INPUT FOR THIS TASK: Begin
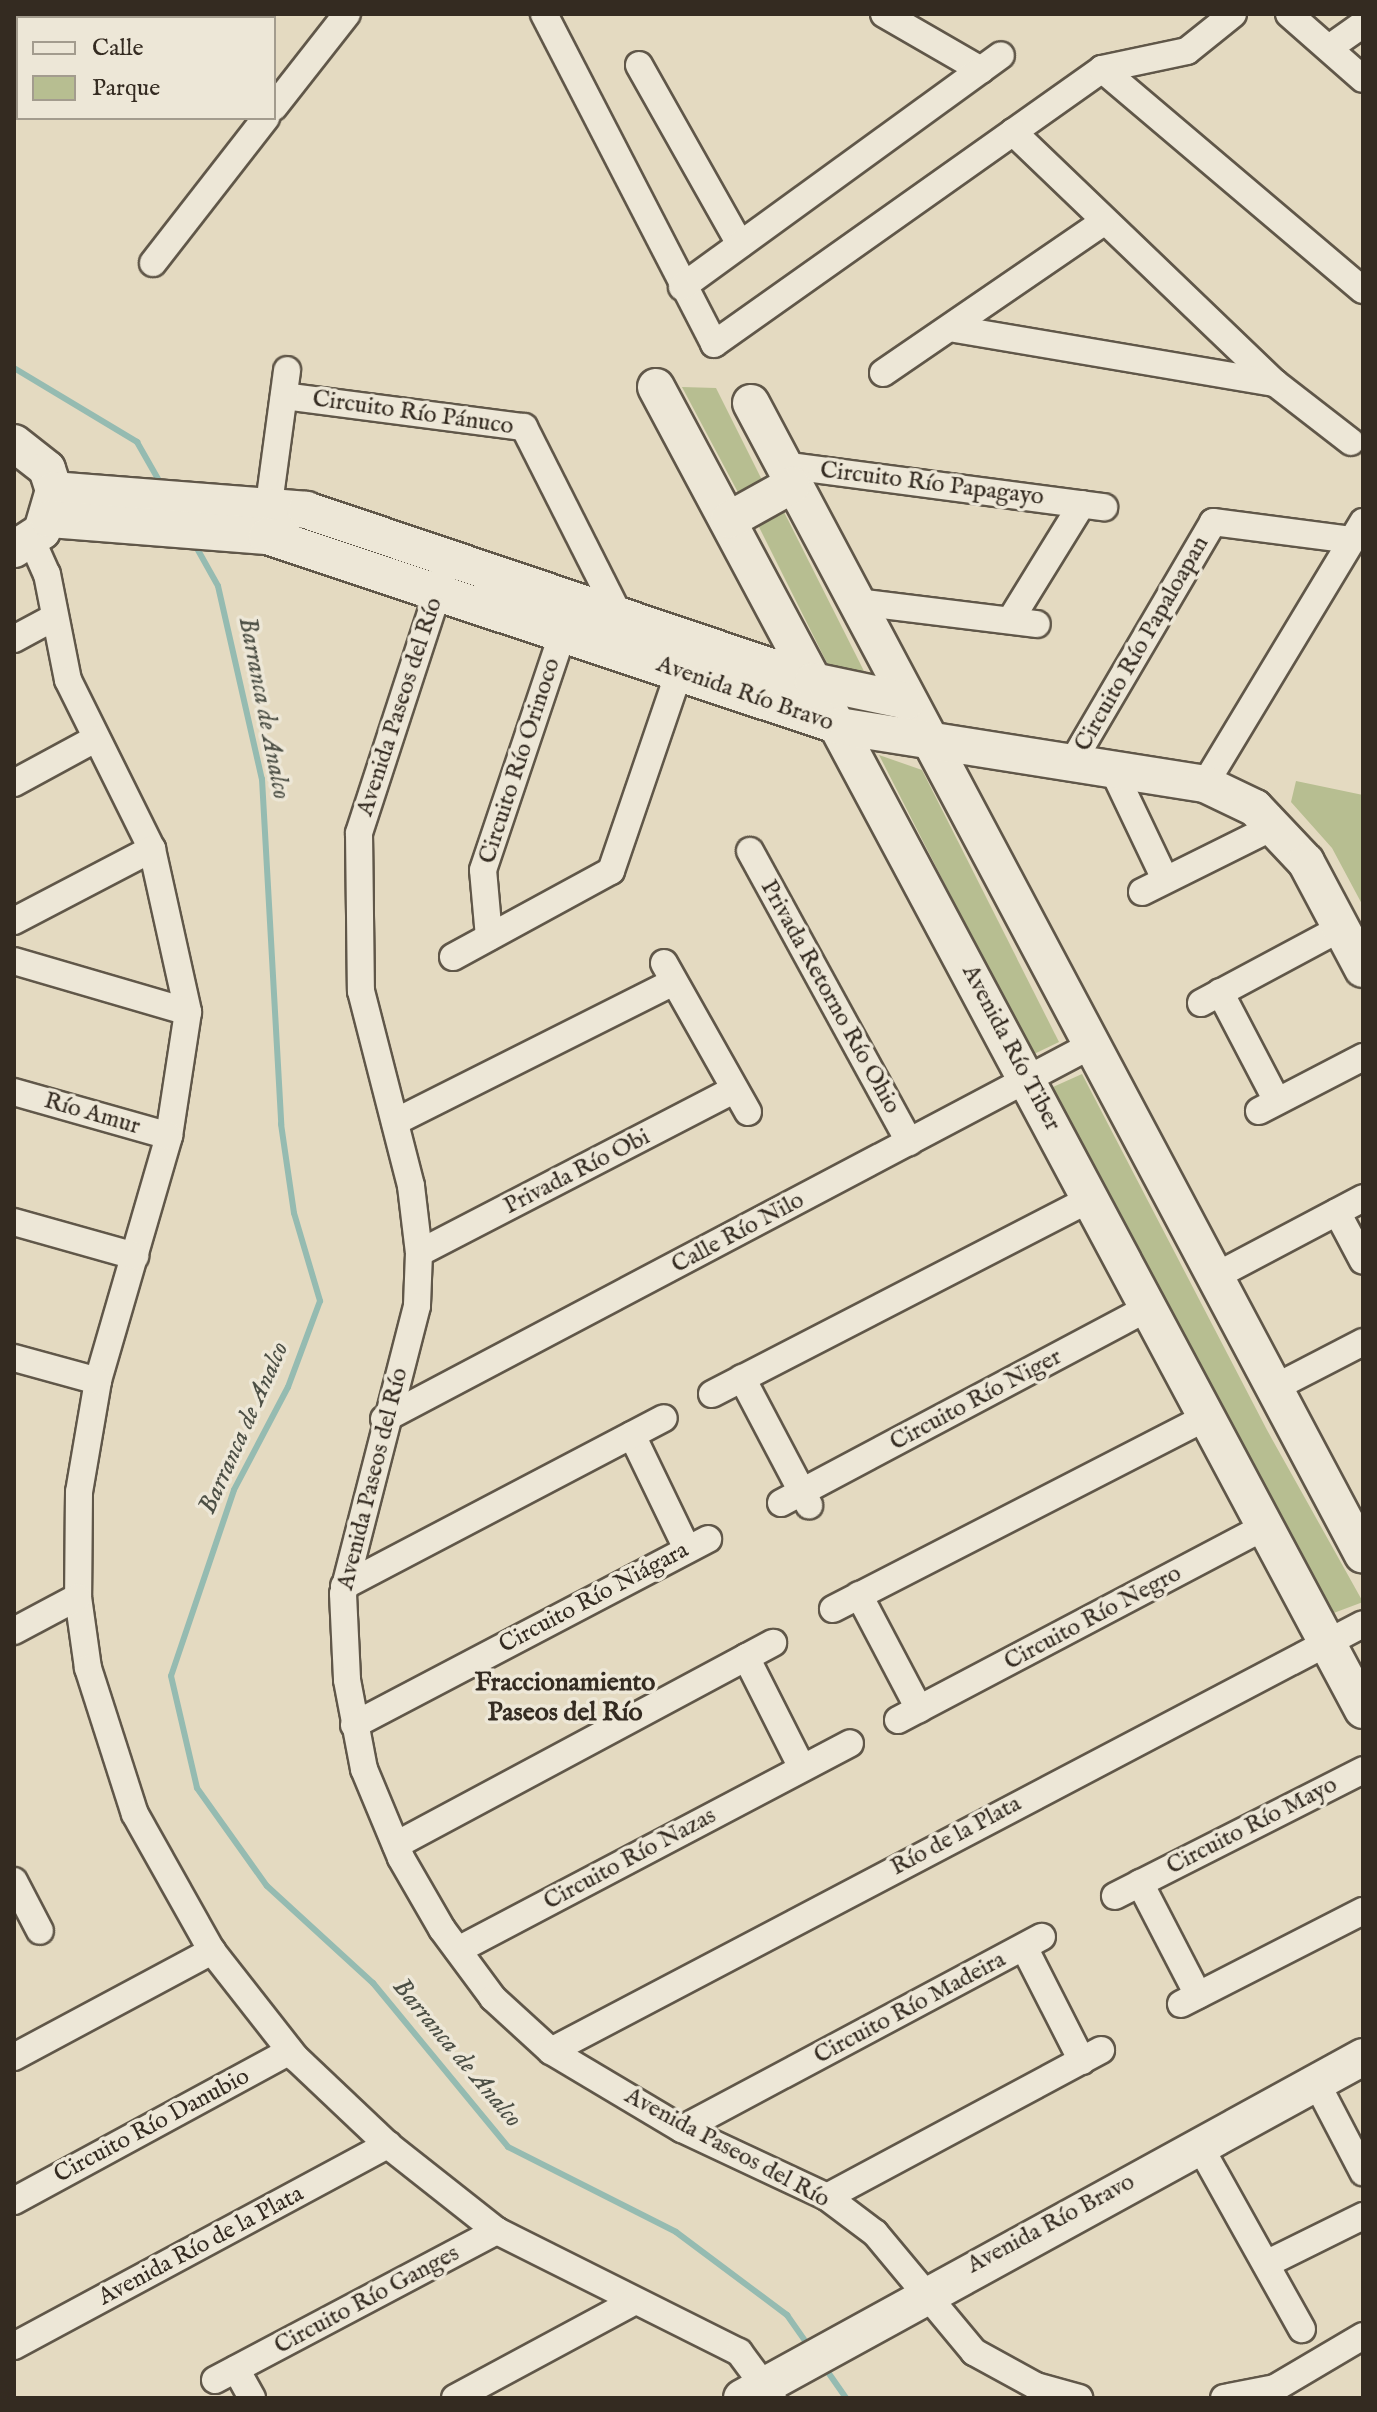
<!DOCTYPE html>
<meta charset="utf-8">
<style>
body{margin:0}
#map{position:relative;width:1377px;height:2412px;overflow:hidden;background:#e4dac1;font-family:"IM FELL English",serif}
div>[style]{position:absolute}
.green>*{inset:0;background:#b7be91}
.stream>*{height:6px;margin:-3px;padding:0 3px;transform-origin:3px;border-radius:3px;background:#95bbb1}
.roads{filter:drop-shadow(2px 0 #605749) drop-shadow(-2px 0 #605749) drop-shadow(0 2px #605749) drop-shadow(0 -2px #605749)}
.street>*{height:26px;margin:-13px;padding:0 13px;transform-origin:13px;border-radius:13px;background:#ede7d7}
.secondary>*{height:36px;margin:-18px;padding:0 18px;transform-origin:18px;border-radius:18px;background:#ede7d7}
span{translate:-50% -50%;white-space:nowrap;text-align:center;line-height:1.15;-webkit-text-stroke:7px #ede7d7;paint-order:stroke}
.street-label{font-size:24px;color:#342b21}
.water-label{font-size:26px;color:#4c4f45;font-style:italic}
.neighbourhood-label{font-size:26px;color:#342b21;font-weight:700}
.frame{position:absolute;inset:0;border:16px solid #342b21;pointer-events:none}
.legend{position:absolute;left:16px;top:16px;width:260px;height:104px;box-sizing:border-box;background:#ede7d7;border:2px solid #a39c8e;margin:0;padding:10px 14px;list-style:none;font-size:24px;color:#342b21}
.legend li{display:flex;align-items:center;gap:16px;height:40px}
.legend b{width:40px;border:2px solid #a39c8e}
</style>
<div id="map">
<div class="green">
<i style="clip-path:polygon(682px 387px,716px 388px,765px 486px,742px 500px)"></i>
<i style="clip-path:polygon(781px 506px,869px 681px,830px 669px,754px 517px)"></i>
<i style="clip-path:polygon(879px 755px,922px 770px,1059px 1042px,1032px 1055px)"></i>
<i style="clip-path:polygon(1296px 781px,1363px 795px,1363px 906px,1332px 848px,1291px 802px)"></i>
<i style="clip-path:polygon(1082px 1074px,1267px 1430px,1363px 1602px,1331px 1614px,1053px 1087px)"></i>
</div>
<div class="stream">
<i style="left:14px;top:368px;width:144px;rotate:31deg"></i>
<i style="left:137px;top:442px;width:48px;rotate:60.3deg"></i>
<i style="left:194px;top:543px;width:49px;rotate:60.8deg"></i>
<i style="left:218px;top:586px;width:198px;rotate:77.2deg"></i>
<i style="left:262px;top:779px;width:346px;rotate:86.8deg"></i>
<i style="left:281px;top:1124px;width:90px;rotate:81.7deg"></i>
<i style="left:294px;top:1213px;width:92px;rotate:73.5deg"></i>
<i style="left:320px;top:1301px;width:92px;rotate:110.4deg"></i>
<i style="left:288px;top:1387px;width:116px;rotate:117.7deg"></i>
<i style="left:234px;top:1490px;width:196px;rotate:108.7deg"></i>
<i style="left:171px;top:1676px;width:115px;rotate:76.9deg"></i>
<i style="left:197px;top:1788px;width:120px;rotate:54.5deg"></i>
<i style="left:267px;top:1886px;width:144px;rotate:42.5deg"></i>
<i style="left:373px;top:1983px;width:212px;rotate:50.5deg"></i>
<i style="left:508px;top:2147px;width:188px;rotate:26.8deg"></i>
<i style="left:676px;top:2232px;width:139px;rotate:36.8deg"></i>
<i style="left:787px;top:2315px;width:38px;rotate:55deg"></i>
<i style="left:823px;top:2365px;width:40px;rotate:55.1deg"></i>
</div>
<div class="roads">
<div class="street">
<i style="left:544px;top:14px;width:371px;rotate:62.7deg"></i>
<i style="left:714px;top:344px;width:476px;rotate:-35.3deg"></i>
<i style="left:1102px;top:69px;width:87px;rotate:-12deg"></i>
<i style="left:1187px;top:51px;width:59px;rotate:-38.8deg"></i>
<i style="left:884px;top:14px;width:112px;rotate:30deg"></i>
<i style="left:1289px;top:14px;width:98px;rotate:41.3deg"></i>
<i style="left:1329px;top:48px;width:42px;rotate:-35.2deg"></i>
<i style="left:639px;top:65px;width:206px;rotate:60.6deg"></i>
<i style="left:1102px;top:69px;width:342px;rotate:40.3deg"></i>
<i style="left:274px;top:107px;width:118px;rotate:-51.9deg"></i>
<i style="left:1013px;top:132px;width:363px;rotate:43.8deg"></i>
<i style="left:1275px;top:383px;width:96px;rotate:37.8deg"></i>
<i style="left:153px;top:263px;width:184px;rotate:-52.1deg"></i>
<i style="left:682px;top:287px;width:394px;rotate:-36deg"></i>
<i style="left:955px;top:329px;width:325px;rotate:9.6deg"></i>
<i style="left:883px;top:373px;width:264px;rotate:-34.4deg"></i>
<i style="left:284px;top:396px;width:242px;rotate:7.4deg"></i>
<i style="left:524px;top:427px;width:211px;rotate:63.2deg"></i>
<i style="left:783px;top:465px;width:324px;rotate:7.5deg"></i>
<i style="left:269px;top:504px;width:135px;rotate:-82.3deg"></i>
<i style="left:32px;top:541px;width:36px;rotate:66deg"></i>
<i style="left:47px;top:574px;width:108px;rotate:78.8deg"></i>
<i style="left:68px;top:680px;width:189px;rotate:63.6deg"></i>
<i style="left:152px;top:849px;width:167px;rotate:77.5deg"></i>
<i style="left:188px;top:1012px;width:125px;rotate:98.7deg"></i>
<i style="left:169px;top:1136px;width:255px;rotate:106.2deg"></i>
<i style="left:98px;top:1381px;width:113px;rotate:99.7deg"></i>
<i style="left:79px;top:1492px;width:105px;rotate:90.5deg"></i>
<i style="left:78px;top:1597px;width:72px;rotate:82deg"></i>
<i style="left:88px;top:1668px;width:153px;rotate:72.2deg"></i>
<i style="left:135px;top:1814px;width:157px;rotate:60.7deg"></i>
<i style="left:212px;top:1951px;width:136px;rotate:51.9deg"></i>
<i style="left:296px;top:2058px;width:127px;rotate:43.4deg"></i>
<i style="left:388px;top:2145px;width:139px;rotate:38.3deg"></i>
<i style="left:497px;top:2231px;width:271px;rotate:26.6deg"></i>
<i style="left:739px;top:2352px;width:57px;rotate:53.5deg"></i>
<i style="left:443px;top:576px;width:270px;rotate:108.1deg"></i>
<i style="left:359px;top:833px;width:158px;rotate:89.3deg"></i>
<i style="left:361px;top:991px;width:201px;rotate:75.6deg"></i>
<i style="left:411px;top:1186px;width:67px;rotate:83.2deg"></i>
<i style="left:419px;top:1253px;width:53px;rotate:92.2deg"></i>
<i style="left:417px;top:1306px;width:297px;rotate:104.4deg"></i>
<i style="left:343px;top:1594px;width:86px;rotate:87.3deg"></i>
<i style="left:347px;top:1680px;width:91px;rotate:79.2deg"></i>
<i style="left:364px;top:1769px;width:96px;rotate:67.4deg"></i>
<i style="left:401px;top:1858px;width:82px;rotate:60deg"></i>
<i style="left:442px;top:1929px;width:86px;rotate:53.5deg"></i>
<i style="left:493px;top:1998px;width:79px;rotate:42.4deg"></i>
<i style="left:551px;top:2051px;width:152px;rotate:30.8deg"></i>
<i style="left:682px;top:2129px;width:160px;rotate:25.1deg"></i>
<i style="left:827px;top:2197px;width:60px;rotate:36.9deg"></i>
<i style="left:875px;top:2233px;width:155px;rotate:50.2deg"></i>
<i style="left:974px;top:2352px;width:71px;rotate:28.7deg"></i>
<i style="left:1036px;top:2386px;width:45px;rotate:15.6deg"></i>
<i style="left:857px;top:602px;width:181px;rotate:7deg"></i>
<i style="left:1011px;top:619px;width:135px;rotate:-58.3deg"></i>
<i style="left:14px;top:639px;width:44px;rotate:-28.3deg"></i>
<i style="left:1073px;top:761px;width:277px;rotate:-59.6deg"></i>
<i style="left:1213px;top:522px;width:139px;rotate:7.4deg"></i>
<i style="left:1112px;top:768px;width:123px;rotate:64.5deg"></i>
<i style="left:14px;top:783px;width:92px;rotate:-28.5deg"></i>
<i style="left:1205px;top:784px;width:306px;rotate:-58.9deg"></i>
<i style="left:750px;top:851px;width:332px;rotate:61.3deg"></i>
<i style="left:1142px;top:892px;width:148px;rotate:-26.4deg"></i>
<i style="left:14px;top:921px;width:156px;rotate:-27.6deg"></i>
<i style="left:489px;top:937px;width:67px;rotate:-95.1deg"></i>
<i style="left:483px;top:870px;width:251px;rotate:-71.4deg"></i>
<i style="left:453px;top:957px;width:180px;rotate:-28.6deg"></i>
<i style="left:611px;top:871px;width:210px;rotate:-71.1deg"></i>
<i style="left:14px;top:961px;width:181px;rotate:16.3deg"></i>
<i style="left:664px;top:963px;width:171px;rotate:60.6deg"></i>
<i style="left:1220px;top:992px;width:123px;rotate:62.4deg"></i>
<i style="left:1201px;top:1003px;width:159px;rotate:-28.2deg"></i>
<i style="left:14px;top:1092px;width:161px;rotate:15.8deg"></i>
<i style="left:1259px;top:1111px;width:117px;rotate:-27.4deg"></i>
<i style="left:395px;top:1122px;width:311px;rotate:-26.7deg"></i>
<i style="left:1337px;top:1212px;width:55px;rotate:62deg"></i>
<i style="left:14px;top:1222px;width:126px;rotate:15.7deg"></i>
<i style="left:419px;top:1253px;width:355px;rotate:-27.4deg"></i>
<i style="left:1214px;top:1277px;width:169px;rotate:-27.9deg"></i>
<i style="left:14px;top:1358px;width:87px;rotate:15.3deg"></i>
<i style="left:742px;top:1378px;width:144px;rotate:62.2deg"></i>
<i style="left:1274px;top:1388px;width:100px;rotate:-27.3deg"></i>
<i style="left:712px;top:1394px;width:428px;rotate:-27.3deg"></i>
<i style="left:384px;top:1419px;width:801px;rotate:-27.85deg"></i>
<i style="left:632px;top:1435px;width:127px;rotate:64.2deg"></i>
<i style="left:781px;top:1503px;width:418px;rotate:-28deg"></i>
<i style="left:344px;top:1586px;width:361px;rotate:-27.7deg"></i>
<i style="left:859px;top:1595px;width:129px;rotate:62.2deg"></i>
<i style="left:833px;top:1609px;width:422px;rotate:-27.2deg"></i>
<i style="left:14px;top:1631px;width:72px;rotate:-28deg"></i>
<i style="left:746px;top:1657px;width:124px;rotate:63.2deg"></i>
<i style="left:898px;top:1720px;width:416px;rotate:-27.8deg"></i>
<i style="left:354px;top:1725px;width:400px;rotate:-27.7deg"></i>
<i style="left:396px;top:1845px;width:428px;rotate:-28.2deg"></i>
<i style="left:14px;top:1881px;width:56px;rotate:62.5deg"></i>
<i style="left:1140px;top:1883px;width:126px;rotate:62.6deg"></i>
<i style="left:1115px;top:1896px;width:278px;rotate:-26.9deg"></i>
<i style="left:1024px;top:1947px;width:128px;rotate:63deg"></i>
<i style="left:458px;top:1950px;width:443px;rotate:-27.8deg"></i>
<i style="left:1181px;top:2004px;width:204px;rotate:-27.1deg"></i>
<i style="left:551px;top:2051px;width:917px;rotate:-27.74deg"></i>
<i style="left:14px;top:2057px;width:225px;rotate:-28.2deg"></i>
<i style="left:1316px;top:2082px;width:102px;rotate:62.4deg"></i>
<i style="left:682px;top:2129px;width:408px;rotate:-28.1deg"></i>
<i style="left:1199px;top:2145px;width:211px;rotate:60.8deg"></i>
<i style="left:827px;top:2197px;width:311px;rotate:-28.2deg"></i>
<i style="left:14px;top:2201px;width:314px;rotate:-28.5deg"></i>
<i style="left:1266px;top:2264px;width:108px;rotate:-26.3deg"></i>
<i style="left:14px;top:2346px;width:425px;rotate:-28.3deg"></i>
<i style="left:236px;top:2369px;width:33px;rotate:61deg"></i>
<i style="left:215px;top:2380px;width:319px;rotate:-27.9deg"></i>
<i style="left:455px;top:2398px;width:204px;rotate:-28.3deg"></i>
<i style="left:1224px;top:2398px;width:52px;rotate:-11.1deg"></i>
<i style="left:1275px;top:2388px;width:102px;rotate:-30.6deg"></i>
</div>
<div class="secondary">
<i style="left:656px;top:387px;width:1500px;rotate:61.88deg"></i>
<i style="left:751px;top:403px;width:1304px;rotate:62.02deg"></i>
<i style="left:14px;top:443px;width:42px;rotate:38.2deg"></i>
<i style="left:47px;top:469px;width:22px;rotate:72deg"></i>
<i style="left:54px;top:490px;width:43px;rotate:106.3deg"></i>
<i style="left:42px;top:531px;width:33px;rotate:147deg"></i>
<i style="left:54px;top:490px;width:253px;rotate:4.5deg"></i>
<i style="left:306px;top:510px;width:535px;rotate:18.64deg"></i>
<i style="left:813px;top:681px;width:96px;rotate:12deg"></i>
<i style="left:49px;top:519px;width:219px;rotate:4.5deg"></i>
<i style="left:267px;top:536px;width:603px;rotate:18.37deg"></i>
<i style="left:839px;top:726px;width:371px;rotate:9deg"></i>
<i style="left:1205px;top:784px;width:55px;rotate:25.6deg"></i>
<i style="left:1255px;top:808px;width:74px;rotate:46.6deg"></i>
<i style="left:1306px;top:862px;width:121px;rotate:62deg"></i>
<i style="left:729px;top:520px;width:72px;rotate:-29.1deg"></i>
<i style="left:742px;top:2398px;width:708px;rotate:-28.77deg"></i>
</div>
</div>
<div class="street-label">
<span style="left:413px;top:413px;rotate:8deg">Circuito Río Pánuco</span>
<span style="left:932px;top:484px;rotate:7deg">Circuito Río Papagayo</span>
<span style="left:1142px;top:644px;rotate:-60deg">Circuito Río Papaloapan</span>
<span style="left:745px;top:694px;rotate:19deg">Avenida Río Bravo</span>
<span style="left:400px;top:707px;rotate:-72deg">Avenida Paseos del Río</span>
<span style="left:520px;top:761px;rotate:-72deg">Circuito Río Orinoco</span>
<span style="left:830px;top:997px;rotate:61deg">Privada Retorno Río Ohio</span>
<span style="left:1011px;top:1048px;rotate:62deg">Avenida Río Tiber</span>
<span style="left:92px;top:1114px;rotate:16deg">Río Amur</span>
<span style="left:577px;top:1172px;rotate:-27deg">Privada Río Obi</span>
<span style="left:738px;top:1233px;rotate:-28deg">Calle Río Nilo</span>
<span style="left:976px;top:1400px;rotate:-28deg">Circuito Río Niger</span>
<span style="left:373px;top:1479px;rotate:-76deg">Avenida Paseos del Río</span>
<span style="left:594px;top:1598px;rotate:-28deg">Circuito Río Niágara</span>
<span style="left:1093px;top:1618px;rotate:-28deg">Circuito Río Negro</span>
<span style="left:1252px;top:1826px;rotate:-27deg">Circuito Río Mayo</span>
<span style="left:956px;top:1836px;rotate:-28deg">Río de la Plata</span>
<span style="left:630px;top:1859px;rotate:-28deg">Circuito Río Nazas</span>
<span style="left:910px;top:2008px;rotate:-28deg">Circuito Río Madeira</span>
<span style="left:152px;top:2126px;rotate:-28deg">Circuito Río Danubio</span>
<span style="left:727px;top:2148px;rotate:28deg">Avenida Paseos del Río</span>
<span style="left:1051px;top:2224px;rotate:-28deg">Avenida Río Bravo</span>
<span style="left:201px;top:2246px;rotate:-28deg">Avenida Río de la Plata</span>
<span style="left:367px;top:2300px;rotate:-28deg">Circuito Río Ganges</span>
</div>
<div class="water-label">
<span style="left:264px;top:708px;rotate:79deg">Barranca de Analco</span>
<span style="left:244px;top:1428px;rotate:-66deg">Barranca de Analco</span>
<span style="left:457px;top:2053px;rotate:50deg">Barranca de Analco</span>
</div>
<div class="neighbourhood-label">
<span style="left:565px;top:1698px">Fraccionamiento<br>Paseos del Río</span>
</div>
<div class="frame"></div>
<ul class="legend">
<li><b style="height:10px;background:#ede7d7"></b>Calle</li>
<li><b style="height:22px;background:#b7be91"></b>Parque</li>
</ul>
</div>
INPUT FOR THIS TASK: End
TO DO: Your task is to copy each line of the listing that holds the word "stream".

EXPECTED OUTPUT:
.stream>*{height:6px;margin:-3px;padding:0 3px;transform-origin:3px;border-radius:3px;background:#95bbb1}
<div class="stream">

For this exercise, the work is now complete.